US-based Campbell Soup Company is selling its Australian brand Arnott’s and other international operations to global investment firm KKR for US$2.2 billion in cash.
The deal is subject to customary purchase price adjustments. Combined with the sale of Kelsen Group last month, the aggregate price of the entire Campbell International division is US$2.5 billion.
“This was a thorough and complex process in which we considered many options. Our approach has resulted in agreements that we believe generate the greatest value from our international assets. By applying almost US$3 billion of divestiture net proceeds to reduce debt, Campbell’s balance sheet will be stronger and capable of supporting our plan to grow our focused and differentiated portfolio,” says Mark Clouse, Campbell’s President and CEO.

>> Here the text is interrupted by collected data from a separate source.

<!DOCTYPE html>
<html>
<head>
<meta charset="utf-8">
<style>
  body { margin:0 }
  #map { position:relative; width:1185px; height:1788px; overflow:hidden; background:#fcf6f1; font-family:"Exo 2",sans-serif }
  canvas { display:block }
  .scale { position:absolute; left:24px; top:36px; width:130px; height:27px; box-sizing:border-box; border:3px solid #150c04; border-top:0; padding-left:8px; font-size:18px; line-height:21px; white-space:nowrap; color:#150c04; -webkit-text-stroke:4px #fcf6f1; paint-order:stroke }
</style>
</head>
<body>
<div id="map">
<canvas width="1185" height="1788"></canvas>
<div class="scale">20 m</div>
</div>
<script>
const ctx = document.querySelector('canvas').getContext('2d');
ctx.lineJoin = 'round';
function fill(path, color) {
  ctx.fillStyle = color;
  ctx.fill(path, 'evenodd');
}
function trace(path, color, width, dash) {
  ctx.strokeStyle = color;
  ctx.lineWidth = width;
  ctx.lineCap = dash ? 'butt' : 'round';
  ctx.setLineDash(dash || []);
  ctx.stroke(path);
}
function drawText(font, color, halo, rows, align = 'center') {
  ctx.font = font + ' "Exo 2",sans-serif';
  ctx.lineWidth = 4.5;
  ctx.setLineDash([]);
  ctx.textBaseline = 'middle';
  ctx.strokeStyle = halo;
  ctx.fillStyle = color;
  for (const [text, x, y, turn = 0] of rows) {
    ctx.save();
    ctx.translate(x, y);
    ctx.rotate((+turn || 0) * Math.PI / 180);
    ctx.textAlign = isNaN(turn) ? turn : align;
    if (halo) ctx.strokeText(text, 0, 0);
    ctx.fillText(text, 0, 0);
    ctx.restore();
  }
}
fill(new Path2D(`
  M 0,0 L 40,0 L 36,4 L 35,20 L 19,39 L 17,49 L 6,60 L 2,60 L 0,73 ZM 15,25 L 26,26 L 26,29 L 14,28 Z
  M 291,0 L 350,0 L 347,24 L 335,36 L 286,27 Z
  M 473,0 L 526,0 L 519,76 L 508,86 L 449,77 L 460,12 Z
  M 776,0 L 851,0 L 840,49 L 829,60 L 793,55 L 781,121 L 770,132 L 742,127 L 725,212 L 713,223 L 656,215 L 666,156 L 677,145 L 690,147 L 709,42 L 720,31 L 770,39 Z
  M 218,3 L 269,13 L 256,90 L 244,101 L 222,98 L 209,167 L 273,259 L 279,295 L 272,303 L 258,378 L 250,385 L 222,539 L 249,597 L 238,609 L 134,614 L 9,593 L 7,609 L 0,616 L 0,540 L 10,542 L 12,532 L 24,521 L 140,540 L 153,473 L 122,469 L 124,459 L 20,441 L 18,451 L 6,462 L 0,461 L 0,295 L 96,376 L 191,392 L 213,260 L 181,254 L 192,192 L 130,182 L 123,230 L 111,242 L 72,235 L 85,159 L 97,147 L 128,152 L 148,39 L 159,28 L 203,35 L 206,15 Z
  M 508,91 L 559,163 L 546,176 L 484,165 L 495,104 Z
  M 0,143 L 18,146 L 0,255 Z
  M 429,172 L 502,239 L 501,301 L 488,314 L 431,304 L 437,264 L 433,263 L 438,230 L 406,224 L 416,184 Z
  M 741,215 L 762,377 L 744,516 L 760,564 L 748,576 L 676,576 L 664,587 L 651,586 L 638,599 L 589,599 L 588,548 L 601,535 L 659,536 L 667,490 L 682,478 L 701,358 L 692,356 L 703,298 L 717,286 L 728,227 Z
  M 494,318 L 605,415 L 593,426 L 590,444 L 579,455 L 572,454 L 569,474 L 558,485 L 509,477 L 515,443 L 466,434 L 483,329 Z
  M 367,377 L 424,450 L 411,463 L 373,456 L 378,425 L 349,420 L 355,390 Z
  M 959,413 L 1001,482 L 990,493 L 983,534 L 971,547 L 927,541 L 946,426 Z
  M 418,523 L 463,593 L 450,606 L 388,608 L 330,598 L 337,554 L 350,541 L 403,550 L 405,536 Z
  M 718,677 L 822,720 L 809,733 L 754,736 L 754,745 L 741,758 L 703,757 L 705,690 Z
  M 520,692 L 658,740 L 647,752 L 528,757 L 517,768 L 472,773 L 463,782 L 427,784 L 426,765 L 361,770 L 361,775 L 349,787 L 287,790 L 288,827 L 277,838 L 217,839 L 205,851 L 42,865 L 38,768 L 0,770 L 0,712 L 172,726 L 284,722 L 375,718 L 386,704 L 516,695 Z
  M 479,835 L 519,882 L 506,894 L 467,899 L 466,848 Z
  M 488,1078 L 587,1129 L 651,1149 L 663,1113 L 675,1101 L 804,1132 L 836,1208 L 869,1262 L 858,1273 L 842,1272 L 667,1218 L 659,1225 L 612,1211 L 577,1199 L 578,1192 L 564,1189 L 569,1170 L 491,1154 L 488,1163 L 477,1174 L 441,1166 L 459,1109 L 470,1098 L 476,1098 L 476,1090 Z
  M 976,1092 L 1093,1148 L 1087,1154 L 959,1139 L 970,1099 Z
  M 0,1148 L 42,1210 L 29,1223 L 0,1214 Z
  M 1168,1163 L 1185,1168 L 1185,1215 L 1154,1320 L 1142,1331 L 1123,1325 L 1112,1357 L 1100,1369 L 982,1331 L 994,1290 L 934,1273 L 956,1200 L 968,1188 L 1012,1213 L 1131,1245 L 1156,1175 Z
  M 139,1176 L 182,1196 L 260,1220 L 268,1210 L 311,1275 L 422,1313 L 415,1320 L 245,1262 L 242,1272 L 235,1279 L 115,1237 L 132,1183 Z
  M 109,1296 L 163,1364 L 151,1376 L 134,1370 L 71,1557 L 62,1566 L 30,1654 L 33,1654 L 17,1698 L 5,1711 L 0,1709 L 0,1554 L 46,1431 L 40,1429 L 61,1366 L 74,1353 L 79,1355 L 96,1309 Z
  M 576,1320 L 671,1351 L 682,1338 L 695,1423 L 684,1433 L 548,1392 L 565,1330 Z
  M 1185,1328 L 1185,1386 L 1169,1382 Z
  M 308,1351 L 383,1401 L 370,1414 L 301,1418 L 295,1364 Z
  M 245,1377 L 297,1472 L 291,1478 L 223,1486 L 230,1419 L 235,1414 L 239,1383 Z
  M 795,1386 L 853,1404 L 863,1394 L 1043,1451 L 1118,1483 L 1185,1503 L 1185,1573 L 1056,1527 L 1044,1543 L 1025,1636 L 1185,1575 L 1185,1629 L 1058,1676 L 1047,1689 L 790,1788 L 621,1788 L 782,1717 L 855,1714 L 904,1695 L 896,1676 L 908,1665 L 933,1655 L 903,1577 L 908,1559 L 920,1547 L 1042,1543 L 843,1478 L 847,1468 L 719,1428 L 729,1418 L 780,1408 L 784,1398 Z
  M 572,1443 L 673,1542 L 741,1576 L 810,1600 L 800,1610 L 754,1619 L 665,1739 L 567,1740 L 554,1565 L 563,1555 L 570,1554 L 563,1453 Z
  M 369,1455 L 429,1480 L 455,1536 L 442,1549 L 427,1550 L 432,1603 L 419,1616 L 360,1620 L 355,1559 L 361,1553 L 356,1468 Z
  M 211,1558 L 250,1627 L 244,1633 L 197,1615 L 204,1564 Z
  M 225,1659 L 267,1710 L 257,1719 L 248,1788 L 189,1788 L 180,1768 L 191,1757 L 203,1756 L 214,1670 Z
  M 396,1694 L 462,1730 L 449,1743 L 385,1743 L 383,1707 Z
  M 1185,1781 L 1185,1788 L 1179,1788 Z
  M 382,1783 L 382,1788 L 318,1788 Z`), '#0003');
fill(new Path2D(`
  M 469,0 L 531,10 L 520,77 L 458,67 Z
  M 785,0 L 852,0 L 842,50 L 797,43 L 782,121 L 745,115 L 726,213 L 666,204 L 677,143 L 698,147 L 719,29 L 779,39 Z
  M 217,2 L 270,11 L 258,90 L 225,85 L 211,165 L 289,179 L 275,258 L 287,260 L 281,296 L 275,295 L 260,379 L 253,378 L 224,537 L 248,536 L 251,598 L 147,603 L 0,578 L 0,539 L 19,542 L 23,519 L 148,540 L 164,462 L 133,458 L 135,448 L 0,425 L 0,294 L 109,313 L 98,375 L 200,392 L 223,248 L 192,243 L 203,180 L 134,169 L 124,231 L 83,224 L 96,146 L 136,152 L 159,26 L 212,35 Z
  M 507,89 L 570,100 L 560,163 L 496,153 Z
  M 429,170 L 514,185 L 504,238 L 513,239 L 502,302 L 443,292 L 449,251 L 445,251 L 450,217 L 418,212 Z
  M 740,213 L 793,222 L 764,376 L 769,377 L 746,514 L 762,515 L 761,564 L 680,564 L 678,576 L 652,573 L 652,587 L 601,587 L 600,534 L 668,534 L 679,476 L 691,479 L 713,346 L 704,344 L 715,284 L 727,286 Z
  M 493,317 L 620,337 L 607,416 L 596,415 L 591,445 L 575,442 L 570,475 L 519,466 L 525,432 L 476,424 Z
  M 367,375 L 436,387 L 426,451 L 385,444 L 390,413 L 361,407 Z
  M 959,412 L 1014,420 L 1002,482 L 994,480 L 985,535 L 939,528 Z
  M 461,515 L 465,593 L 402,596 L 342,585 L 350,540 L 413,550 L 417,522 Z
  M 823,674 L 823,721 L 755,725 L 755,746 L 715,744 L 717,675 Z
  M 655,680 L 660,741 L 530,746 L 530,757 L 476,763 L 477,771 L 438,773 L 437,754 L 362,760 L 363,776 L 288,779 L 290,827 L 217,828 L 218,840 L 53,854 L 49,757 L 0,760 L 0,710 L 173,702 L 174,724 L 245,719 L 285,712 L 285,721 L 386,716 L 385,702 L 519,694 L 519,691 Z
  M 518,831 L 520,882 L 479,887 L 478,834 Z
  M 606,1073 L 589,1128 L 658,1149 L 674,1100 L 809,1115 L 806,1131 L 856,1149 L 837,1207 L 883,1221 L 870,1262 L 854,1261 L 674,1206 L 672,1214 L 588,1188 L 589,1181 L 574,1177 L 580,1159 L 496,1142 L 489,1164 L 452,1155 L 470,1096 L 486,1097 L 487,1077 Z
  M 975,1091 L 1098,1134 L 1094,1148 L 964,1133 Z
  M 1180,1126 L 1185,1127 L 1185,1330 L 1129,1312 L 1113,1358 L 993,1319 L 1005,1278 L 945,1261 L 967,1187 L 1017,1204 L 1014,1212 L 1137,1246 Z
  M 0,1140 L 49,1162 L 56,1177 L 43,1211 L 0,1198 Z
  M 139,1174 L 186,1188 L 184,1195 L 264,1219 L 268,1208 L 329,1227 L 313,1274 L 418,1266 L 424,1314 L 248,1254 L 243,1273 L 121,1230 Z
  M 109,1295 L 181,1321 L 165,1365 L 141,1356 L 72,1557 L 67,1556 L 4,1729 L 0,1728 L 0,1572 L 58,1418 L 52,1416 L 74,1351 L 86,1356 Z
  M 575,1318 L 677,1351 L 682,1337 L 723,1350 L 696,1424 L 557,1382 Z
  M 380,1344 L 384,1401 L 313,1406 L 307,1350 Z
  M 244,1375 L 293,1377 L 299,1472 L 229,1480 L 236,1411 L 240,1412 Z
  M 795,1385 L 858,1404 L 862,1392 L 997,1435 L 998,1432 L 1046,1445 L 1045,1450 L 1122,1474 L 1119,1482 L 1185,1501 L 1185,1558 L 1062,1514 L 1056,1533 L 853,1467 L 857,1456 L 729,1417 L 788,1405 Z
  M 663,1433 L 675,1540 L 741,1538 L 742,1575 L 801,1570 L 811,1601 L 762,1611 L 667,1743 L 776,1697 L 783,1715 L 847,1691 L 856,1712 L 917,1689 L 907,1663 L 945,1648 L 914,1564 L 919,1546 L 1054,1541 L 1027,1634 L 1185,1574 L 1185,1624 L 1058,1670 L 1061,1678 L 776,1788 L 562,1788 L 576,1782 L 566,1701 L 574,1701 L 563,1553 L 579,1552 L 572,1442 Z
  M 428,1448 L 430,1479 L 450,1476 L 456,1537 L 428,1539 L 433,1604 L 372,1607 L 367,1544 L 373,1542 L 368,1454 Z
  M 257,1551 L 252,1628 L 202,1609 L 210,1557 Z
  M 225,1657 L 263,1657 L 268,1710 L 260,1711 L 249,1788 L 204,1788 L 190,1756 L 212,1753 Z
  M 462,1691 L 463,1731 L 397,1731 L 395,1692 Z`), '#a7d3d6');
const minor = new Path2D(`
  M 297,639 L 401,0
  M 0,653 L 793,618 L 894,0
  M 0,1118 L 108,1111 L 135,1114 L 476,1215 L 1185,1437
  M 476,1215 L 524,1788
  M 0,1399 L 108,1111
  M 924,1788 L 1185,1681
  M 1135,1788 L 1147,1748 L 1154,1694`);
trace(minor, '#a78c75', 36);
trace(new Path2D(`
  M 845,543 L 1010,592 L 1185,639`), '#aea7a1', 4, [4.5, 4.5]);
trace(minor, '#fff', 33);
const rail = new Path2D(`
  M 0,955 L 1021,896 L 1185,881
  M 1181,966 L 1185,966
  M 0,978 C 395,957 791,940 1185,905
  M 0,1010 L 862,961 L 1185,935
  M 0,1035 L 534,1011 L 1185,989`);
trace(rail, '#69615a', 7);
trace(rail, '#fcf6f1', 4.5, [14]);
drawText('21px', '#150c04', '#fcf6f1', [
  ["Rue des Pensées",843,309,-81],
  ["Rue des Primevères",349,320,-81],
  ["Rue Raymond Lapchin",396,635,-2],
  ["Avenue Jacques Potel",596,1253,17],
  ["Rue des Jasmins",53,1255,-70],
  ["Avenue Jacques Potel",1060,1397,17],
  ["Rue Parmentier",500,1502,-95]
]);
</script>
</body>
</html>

Under the terms of the agreement, Campbell and KKR will enter into a long-term licensing arrangement for the exclusive rights to use certain Campbell brands, including Campbell’s, Swanson, V8, Prego, Chunky and Campbell’s Real Stock, in Australia, New Zealand, Malaysia and other select markets in Asia, Europe, the Middle East and Africa.
FoodIngredientsFirst understands the initial term of the licensing agreement is for a period of 15 years and there could be an opportunity to extend the deal.
Campbell notes that it will use the expected aggregate net proceeds of US$3 billion to reduce the company’s debt.
Arnott’s and Campbell’s International operations saw combined net sales of approximately US$885 million in the last 12 months, and they employ approximately 3,800 people. Arnott’s was originally acquired in 1997 and is based in Sydney, with operations in Western Sydney, Brisbane, Adelaide and Bekasi, Indonesia. Campbell’s International operations include Campbell’s simple meals businesses in Australia, Malaysia, Hong Kong and Japan, and manufacturing in Australia and Malaysia.
Closing for Arnott’s and Campbell’s International operations, as well as Kelsen Group, is expected in the first half of fiscal 2020.
Back in August 2018, the company announced that it would divest Campbell International and Campbell Fresh in order to focus on North American business and reduce debt. This came amid shares of the 149-year-old company falling 4.3 percent in pre-market trading, and waning demand for the company’s classic soup as consumers look for healthier options.
The June 2019 divestiture of Campbell Fresh generated approximately US$565 million. The sale of Bolthouse Farms to an affiliate of Butterfly Equity completed the divestiture and followed the company’s sale of Garden Fresh Gourmet to an affiliate of Fountain of Health USA.
Last month, the company sold Kelsen Group, a producer of baked snacks including brands Kjeldsens and Royal Dansk, to the Ferrero Group-affiliated company CTH for US$300 million.